Five minutes. That’s how long she’d given herself to make it to Slotz Convenience Store. She studied the large crowd in front of her and took a deep breath. She examined her bright green digital watch, pushed the start button, and took off running.


Jessa Russo said...

I love this query, and I LOVE the premise. It sounds fantastic and definitely something I'd want to see in my 9yo daughter's hands! You've done a great job, and I have no critique for you.

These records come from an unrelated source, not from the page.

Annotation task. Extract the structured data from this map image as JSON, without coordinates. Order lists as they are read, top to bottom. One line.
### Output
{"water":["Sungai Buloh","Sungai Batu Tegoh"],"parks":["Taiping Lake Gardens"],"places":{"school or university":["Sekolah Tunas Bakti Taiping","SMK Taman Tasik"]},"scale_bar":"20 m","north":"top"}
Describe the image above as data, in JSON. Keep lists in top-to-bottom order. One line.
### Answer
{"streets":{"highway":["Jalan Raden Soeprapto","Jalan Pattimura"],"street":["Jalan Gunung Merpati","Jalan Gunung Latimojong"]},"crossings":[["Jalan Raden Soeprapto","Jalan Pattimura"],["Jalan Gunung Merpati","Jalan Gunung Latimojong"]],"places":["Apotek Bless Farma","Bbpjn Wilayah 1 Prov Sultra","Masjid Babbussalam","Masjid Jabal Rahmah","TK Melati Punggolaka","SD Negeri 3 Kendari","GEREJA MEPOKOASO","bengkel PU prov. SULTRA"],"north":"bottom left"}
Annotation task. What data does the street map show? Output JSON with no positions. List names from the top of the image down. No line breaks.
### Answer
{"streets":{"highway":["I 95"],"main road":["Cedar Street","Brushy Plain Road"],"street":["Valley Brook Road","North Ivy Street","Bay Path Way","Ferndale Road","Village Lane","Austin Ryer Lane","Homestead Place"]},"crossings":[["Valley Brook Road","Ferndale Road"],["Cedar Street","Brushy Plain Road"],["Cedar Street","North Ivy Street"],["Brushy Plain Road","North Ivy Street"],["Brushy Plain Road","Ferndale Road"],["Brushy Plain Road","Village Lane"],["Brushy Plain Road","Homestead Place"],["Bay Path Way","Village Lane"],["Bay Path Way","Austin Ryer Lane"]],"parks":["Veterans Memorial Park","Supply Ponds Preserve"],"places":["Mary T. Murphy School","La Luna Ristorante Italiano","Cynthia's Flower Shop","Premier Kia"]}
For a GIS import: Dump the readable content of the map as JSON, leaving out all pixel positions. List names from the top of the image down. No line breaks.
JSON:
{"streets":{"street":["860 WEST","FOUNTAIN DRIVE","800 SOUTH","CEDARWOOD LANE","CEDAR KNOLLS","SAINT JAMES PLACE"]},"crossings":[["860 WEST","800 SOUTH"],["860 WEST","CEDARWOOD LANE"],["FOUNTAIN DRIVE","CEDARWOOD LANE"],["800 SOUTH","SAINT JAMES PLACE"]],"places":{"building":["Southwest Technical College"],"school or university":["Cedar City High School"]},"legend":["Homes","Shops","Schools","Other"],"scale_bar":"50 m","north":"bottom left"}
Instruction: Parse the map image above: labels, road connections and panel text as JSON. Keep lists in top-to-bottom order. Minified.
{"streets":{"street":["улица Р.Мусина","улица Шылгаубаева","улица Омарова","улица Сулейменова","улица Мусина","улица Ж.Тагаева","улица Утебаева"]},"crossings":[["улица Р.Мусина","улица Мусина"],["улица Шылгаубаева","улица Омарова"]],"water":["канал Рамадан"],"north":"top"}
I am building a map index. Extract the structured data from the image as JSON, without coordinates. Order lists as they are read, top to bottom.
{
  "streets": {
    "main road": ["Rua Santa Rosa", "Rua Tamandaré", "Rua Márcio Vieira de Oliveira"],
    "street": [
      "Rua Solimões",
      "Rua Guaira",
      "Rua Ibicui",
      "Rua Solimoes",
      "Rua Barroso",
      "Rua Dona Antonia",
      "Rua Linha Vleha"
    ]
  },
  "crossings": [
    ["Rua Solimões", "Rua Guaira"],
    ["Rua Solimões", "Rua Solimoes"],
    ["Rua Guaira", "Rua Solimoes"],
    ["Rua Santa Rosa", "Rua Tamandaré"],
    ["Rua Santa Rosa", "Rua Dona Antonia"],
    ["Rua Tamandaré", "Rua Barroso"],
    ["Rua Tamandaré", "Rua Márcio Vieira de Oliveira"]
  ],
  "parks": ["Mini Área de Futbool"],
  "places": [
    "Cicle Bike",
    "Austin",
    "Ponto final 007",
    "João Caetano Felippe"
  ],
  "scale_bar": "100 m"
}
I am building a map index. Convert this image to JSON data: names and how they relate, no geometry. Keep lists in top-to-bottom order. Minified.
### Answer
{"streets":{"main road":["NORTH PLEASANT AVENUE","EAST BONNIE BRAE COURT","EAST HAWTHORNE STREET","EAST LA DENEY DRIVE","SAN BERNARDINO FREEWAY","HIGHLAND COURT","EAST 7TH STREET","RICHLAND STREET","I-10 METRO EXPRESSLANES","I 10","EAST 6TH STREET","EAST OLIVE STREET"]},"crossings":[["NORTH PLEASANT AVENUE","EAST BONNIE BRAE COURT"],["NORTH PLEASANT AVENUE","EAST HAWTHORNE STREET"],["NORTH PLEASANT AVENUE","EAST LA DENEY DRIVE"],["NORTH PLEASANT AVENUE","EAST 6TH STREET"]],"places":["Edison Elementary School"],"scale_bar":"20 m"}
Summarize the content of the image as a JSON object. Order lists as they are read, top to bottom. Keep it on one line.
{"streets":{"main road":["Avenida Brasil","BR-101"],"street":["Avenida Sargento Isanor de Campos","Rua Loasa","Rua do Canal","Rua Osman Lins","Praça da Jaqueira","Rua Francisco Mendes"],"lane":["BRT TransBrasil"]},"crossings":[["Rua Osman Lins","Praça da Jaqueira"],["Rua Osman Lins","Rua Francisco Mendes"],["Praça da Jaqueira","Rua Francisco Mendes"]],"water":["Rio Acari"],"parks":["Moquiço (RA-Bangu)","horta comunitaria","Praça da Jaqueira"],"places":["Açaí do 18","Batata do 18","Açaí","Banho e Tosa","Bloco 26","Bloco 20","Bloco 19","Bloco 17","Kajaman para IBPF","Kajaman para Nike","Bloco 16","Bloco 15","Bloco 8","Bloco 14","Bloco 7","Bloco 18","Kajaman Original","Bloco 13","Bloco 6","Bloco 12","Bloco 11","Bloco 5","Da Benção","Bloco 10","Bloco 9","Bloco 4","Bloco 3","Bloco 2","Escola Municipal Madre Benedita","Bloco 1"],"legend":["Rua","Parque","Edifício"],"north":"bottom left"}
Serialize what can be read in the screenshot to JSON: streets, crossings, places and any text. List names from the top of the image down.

Unfortunately, Curiosity Quills doesn't take on MG - yet. Good luck in the contest!

Unknown said...

Aww. This is the second time I've seen your query. I love it just as much this time as last. Now that I've seen the first 150 of your ms, my only edit is this:

Maggie’s eyes locked on the jerking hand of the classroom clock that counted down the last seconds of sixth grade.

A) Jerking hand made my mind hurt. Just be clear: second hand.

B) clock that - I know you're trying to avoid too many -ings in one sentence, but just say "clock counting"

C) Maggie's eyes didn't lock, her gaze did.

C) This sentence borders on wordy. If I were to rewrite, this is what I'd say: Maggie stared at the clock, counting down the last seconds of sixth grade. (Now Maggie is counting)

abuckley23 said...

I have to agree with Jessa on this in that I have no edits. I also saw this query on the previous pitch contest and still think it's a great concept!